The Next Destination for Liberal-Arts Education Is … Arizona?

The mayor of Mesa lured five liberal-arts colleges to town as part of a creative strategy to boost local economic activity and to keep smart students in the region.

National Journal
Sommer Mathis
Jan. 29, 2014, 4:30 a.m.

This art­icle is part of a weeklong Amer­ica 360 series on Mesa.

MESA, Ar­iz. — There was a time when Lesly Her­rera, 18, dreamed of go­ing to col­lege out of state. As the first mem­ber of her fam­ily to pur­sue a bach­el­or’s de­gree, she knew she wanted a school that offered small class sizes and per­son­al at­ten­tion, but she also wanted the full col­lege ex­per­i­ence — liv­ing on cam­pus and the op­por­tun­ity to make friends with people from a wide vari­ety of back­grounds. She had her eye on a num­ber of small, private, re­li­gious schools across the coun­try, places like Grace­land Uni­versity in La­moni, Iowa.

“I didn’t ap­ply to ASU,” she says of Tempe-based Ari­zona State Uni­versity, the be­hemoth pub­lic uni­versity just eight miles down the road from her Mesa high school. “It’s just too big.”

In the end, though, Her­rera stayed even closer to home.
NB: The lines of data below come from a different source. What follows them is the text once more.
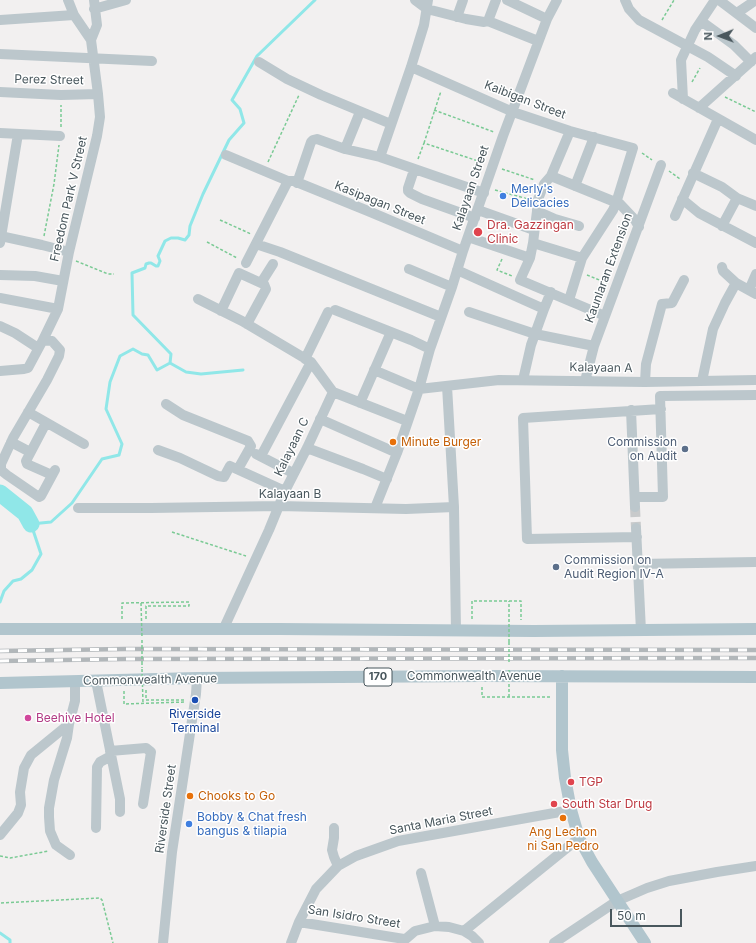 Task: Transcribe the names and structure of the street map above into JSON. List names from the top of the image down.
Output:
{
  "streets": {
    "main road": ["Commonwealth Avenue", "170"],
    "street": [
      "Perez Street",
      "Kaibigan Street",
      "Kalayaan Street",
      "Freedom Park V Street",
      "Kasipagan Street",
      "Kaunlaran Extension",
      "Kalayaan A",
      "Kalayaan C",
      "Kalayaan B",
      "Riverside Street",
      "Santa Maria Street",
      "San Isidro Street"
    ]
  },
  "crossings": [
    ["Perez Street", "Freedom Park V Street"],
    ["Kaibigan Street", "Kalayaan Street"],
    ["Kalayaan Street", "Kasipagan Street"],
    ["Kalayaan Street", "Kalayaan A"],
    ["Kaunlaran Extension", "Kalayaan A"],
    ["Kalayaan C", "Kalayaan B"],
    ["Commonwealth Avenue", "Riverside Street"],
    ["Santa Maria Street", "San Isidro Street"]
  ],
  "places": [
    "Merly's Delicacies",
    "Dra. Gazzingan Clinic",
    "Minute Burger",
    "Commission on Audit",
    "Commission on Audit Region IV-A",
    "Riverside Terminal",
    "Beehive Hotel",
    "TGP",
    "Chooks to Go",
    "South Star Drug",
    "Ang Lechon ni San Pedro",
    "Bobby & Chat fresh bangus & tilapia"
  ],
  "scale_bar": "50 m",
  "north": "left"
}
Last fall, she en­rolled as a psy­cho­logy ma­jor in the very first fresh­man class — a small group of only 70 stu­dents — at Be­ne­dict­ine Uni­versity‘s new branch cam­pus in down­town Mesa. A $10,000 an­nu­al schol­ar­ship through the city’s nas­cent Mesa Edu­cates U ini­ti­at­ive ul­ti­mately sealed the deal.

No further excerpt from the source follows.